Carl Davis’ score to Fred Niblo’s silent epic Ben-Hur appears with the Indianapolis Chamber Orchestra, conducted by Matthew Kraemer, on 18 October. The 141-minute score to the film, which celebrates its centenary in 2025, uses a vast orchestral palette with a Wagnerian sweep appropriate to the film’s sea battle and grand historical narrative.

Wagner’s influence on Davis’ score is reflected in its system of descriptive leitmotifs, as well as references to the ‘Dresden Amen’ that Wagner used in Parsifal and the same opera’s ethereal prelude. Davis himself recorded Ben-Hur with the Royal Liverpool Philharmonic Orchestra in 2012, and it has received over 65 performances since its 1987 debut at the London Palladium, also conducted by the composer; it most recently appeared in January 2025 in Potsdam with the Deutsches Filmorchester Babelsberg, conducted by Gottfried Rabl.

The vast forces Davis employs in the piece make it a distinctive work in his catalogue of film scores. The famous Chariot Race sequence, with a thrilling triplet theme, makes use of two sets of timpani, played in antiphonal competition, in a 9-minute symphonic sweep tracking every twist and turn of the race; Davis was inspired himself by the original Axt / Mendoza score from 1925. The climactic earthquake at the end of the film brings together orchestra, organ, tam-tam and thunder-sheet – one of the most powerful and dissonant eruptions in Davis’ orchestral output.

The work was orchestrated with the assistance of David and Colin Matthews; the brothers worked several times with Davis over the course of his career, assisting particularly on his magisterial score for Abel Gance’s 5 ½-hour epic Napoléon; David would also orchestrate part of Davis’ final ballet score Le Fantôme et Christine, a reimagining of Gaston Leroux’s novel for the dance stage, which premiered with Shanghai Ballet in 2023.

September 2025 saw the opening of a season-long focus on Davis’ scores for the Chaplin ‘Mutual’ comedies at Staatstheater Kassel, beginning with a triple bill of The Adenturer, The Rink, and The Immigrant.

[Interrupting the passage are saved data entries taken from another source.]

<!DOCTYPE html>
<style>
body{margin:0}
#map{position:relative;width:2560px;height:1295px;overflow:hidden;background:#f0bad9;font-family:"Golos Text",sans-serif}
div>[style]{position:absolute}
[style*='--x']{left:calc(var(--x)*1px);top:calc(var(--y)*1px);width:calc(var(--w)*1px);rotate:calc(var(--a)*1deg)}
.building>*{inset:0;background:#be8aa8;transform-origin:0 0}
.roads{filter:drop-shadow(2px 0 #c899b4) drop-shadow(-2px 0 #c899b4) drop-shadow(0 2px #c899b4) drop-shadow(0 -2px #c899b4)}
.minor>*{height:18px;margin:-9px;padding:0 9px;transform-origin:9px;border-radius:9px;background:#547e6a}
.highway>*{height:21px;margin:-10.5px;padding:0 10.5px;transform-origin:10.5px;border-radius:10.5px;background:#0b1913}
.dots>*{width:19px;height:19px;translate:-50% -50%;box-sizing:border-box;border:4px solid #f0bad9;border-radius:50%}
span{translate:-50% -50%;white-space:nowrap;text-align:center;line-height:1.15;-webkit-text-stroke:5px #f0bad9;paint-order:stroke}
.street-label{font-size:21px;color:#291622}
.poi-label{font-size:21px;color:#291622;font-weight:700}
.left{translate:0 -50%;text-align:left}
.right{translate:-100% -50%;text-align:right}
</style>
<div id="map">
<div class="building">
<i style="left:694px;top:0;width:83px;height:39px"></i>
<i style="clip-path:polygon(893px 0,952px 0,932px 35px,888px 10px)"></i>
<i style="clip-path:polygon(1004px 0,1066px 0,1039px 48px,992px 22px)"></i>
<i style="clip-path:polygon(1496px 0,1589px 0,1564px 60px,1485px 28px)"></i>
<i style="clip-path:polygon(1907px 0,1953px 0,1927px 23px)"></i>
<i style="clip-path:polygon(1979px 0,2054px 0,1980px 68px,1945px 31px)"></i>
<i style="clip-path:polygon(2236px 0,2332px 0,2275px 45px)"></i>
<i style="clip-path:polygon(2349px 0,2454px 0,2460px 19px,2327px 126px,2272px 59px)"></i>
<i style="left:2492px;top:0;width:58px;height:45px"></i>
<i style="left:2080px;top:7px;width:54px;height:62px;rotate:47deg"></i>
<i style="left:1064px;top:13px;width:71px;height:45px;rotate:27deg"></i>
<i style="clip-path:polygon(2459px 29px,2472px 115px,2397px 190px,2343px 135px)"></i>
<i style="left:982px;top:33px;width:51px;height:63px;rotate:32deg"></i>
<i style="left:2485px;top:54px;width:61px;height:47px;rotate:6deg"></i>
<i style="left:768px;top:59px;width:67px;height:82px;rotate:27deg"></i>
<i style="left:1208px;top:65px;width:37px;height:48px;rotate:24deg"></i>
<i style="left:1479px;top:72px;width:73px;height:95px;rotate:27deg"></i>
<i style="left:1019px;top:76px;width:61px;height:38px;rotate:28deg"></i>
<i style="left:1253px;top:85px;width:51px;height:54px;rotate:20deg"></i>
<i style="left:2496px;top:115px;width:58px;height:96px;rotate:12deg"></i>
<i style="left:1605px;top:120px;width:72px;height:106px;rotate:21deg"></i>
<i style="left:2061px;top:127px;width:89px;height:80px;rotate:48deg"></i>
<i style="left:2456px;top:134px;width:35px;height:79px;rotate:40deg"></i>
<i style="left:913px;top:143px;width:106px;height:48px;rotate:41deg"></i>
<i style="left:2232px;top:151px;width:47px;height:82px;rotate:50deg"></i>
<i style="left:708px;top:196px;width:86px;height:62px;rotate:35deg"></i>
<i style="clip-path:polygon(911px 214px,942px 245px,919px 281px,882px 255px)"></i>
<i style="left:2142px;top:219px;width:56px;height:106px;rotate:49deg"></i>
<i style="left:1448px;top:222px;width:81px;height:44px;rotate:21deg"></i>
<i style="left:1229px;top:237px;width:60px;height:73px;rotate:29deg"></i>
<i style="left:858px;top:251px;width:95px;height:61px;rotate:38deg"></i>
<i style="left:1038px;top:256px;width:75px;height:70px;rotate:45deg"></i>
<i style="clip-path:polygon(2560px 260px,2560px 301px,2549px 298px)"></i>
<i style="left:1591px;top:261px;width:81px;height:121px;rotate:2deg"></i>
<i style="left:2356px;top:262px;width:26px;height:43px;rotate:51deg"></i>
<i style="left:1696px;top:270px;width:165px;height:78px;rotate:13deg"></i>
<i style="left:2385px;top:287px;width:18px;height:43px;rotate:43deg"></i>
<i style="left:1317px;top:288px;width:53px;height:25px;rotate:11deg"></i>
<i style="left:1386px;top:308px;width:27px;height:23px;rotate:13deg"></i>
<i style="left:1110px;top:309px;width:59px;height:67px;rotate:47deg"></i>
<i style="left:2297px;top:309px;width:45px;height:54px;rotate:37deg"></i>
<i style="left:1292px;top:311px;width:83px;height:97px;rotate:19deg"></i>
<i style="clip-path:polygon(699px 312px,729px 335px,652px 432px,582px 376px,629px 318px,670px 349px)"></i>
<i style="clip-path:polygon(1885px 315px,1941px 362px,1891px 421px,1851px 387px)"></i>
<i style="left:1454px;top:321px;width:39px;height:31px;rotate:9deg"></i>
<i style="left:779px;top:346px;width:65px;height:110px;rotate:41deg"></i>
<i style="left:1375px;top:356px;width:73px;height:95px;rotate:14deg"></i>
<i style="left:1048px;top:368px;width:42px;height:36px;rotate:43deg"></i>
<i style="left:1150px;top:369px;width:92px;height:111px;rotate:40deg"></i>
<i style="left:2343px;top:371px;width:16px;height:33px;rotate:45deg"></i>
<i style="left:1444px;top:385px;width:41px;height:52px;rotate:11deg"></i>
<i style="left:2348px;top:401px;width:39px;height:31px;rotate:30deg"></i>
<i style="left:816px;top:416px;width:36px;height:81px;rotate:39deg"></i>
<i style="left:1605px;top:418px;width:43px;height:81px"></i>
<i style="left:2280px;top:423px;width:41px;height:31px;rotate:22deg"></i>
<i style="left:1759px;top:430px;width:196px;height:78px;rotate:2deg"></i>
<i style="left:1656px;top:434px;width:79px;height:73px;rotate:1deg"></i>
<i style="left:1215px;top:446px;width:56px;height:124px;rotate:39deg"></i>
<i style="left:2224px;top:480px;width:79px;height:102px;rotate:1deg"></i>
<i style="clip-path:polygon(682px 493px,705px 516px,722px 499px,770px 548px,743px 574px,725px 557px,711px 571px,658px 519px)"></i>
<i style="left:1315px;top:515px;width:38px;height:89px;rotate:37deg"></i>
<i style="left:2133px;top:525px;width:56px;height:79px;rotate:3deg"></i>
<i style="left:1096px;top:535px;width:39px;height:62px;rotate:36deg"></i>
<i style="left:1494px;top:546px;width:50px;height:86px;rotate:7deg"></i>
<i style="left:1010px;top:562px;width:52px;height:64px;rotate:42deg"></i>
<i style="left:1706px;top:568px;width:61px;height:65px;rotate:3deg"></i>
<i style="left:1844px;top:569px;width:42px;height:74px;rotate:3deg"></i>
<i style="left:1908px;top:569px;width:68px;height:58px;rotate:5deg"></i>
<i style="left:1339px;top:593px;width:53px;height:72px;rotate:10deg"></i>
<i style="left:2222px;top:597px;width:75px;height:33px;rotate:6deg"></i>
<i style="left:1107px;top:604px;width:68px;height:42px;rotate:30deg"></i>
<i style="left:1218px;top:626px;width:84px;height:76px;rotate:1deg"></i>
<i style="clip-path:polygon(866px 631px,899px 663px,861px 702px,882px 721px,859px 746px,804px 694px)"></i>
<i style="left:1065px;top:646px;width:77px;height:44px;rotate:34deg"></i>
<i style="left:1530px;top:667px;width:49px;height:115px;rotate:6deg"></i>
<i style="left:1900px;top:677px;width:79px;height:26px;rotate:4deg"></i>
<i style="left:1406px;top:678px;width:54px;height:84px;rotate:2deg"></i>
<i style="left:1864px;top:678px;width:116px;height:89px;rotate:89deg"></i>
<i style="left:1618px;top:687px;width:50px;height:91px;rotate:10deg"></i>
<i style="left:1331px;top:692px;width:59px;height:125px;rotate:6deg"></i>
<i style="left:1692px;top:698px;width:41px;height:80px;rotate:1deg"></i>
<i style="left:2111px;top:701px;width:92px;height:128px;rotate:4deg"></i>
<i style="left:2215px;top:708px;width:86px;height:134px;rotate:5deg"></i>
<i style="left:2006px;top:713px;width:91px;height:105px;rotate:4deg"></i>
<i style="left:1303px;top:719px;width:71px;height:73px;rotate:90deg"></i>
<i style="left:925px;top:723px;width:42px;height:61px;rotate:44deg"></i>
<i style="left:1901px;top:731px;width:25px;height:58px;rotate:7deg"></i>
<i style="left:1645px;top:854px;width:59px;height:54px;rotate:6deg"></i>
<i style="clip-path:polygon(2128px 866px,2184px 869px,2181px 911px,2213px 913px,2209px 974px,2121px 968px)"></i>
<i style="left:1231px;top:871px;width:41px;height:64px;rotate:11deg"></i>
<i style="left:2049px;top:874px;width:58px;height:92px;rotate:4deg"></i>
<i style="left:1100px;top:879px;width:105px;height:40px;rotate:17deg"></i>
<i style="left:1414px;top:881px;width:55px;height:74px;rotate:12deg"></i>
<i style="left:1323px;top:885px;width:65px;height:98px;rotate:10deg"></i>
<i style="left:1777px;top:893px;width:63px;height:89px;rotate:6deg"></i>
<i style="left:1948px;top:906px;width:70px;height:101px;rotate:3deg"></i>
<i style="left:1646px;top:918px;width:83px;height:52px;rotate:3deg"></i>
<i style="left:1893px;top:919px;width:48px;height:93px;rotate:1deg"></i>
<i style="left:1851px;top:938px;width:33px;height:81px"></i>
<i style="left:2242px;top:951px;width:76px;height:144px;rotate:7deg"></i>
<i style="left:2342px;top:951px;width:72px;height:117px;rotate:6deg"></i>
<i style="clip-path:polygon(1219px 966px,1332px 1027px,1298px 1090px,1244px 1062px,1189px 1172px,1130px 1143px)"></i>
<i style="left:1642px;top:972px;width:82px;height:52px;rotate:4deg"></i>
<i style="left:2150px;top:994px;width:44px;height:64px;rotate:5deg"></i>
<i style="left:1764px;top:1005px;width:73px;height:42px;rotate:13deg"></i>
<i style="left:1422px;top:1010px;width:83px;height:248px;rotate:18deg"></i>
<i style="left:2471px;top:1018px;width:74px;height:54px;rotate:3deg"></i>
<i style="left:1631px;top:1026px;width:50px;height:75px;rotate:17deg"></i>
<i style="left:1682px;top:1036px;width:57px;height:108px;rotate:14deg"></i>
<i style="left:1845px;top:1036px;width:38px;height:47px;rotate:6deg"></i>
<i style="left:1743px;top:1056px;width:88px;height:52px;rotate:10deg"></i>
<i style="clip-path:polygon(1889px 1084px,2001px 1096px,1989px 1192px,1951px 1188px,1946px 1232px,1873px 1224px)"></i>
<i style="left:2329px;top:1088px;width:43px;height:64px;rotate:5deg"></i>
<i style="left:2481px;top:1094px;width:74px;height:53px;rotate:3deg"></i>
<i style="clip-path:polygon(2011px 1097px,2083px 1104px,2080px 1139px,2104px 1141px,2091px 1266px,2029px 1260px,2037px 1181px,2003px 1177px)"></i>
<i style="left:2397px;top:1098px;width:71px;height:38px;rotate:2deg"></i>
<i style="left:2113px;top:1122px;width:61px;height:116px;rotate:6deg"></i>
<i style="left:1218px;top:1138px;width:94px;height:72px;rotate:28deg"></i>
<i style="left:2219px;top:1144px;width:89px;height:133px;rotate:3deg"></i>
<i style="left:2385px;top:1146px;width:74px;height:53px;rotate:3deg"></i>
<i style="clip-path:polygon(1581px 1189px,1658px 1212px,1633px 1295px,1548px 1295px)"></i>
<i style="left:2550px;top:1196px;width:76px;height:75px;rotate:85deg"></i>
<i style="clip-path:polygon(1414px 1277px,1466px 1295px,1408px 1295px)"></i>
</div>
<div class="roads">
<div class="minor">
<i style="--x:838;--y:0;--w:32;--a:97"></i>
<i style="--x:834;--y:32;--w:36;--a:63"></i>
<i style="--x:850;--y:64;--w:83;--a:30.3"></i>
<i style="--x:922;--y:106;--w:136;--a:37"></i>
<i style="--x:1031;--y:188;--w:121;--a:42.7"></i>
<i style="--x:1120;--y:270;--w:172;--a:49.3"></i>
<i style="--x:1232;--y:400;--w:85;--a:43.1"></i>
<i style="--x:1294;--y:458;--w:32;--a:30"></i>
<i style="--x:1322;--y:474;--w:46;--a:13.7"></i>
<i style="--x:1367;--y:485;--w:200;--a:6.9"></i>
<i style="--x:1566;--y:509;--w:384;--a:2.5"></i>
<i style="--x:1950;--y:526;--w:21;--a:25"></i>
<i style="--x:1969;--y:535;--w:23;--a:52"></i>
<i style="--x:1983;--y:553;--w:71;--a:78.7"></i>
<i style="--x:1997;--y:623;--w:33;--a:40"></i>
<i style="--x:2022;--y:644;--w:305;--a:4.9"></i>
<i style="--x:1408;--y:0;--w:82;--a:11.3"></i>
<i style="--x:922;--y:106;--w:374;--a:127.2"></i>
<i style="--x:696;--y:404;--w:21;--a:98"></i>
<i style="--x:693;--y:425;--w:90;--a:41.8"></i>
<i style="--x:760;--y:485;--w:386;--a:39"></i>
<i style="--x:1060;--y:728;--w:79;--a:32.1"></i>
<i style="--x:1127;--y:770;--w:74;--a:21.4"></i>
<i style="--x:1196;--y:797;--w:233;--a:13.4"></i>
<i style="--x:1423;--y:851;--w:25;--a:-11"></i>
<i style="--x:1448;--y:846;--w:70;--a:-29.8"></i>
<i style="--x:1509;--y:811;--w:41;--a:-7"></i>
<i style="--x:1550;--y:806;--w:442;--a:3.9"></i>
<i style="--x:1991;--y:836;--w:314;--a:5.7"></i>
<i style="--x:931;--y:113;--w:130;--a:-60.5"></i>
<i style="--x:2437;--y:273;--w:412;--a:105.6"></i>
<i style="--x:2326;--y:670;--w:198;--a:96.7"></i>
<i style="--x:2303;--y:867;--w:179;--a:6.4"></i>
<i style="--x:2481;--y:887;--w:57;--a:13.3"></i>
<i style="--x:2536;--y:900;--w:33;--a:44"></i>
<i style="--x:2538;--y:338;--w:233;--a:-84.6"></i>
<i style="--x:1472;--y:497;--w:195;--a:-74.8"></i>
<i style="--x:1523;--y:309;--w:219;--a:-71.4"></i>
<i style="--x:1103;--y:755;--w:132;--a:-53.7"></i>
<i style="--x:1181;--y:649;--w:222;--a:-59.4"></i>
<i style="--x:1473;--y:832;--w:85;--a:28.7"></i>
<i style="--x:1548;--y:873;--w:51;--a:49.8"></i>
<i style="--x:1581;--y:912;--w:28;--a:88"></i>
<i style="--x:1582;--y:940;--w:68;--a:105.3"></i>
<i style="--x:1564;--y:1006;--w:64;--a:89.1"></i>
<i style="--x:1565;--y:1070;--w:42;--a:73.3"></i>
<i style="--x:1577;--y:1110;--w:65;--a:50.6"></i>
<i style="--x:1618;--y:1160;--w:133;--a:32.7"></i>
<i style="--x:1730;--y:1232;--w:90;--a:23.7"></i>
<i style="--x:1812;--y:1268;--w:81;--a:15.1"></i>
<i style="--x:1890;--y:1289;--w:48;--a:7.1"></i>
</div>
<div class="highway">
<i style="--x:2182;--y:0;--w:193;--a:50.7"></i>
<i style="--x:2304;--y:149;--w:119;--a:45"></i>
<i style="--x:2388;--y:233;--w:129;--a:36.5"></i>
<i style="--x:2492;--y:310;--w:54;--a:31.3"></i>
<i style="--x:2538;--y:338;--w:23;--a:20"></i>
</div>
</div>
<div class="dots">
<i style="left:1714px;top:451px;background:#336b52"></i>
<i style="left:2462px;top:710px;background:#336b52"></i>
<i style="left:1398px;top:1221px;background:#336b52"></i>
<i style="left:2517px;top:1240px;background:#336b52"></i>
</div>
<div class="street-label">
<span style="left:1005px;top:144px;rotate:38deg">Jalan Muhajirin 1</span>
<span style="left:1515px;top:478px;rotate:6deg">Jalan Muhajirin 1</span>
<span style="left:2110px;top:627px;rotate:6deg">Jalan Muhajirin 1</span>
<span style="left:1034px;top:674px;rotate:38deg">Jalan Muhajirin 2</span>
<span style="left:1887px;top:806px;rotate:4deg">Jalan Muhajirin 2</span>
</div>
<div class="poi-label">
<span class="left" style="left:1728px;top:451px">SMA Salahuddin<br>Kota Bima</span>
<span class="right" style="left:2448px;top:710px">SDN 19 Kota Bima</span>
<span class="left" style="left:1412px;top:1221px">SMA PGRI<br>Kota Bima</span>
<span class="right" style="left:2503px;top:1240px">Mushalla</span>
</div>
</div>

Rivalling Ben-Hur in terms of scale and extravagance, Davis’ score for Rupert Julian’s The Phantom of the Opera receives two performances this autumn, the film also celebrating its centenary: on 1 October it appears in Turin with the Orchestra Sinfonica RAI, conducted by Gioele Muglialdo, and on 11 October in Middletown, Ohio, with the Butler Philharmonic Orchestra at the Sorg Opera Theatre.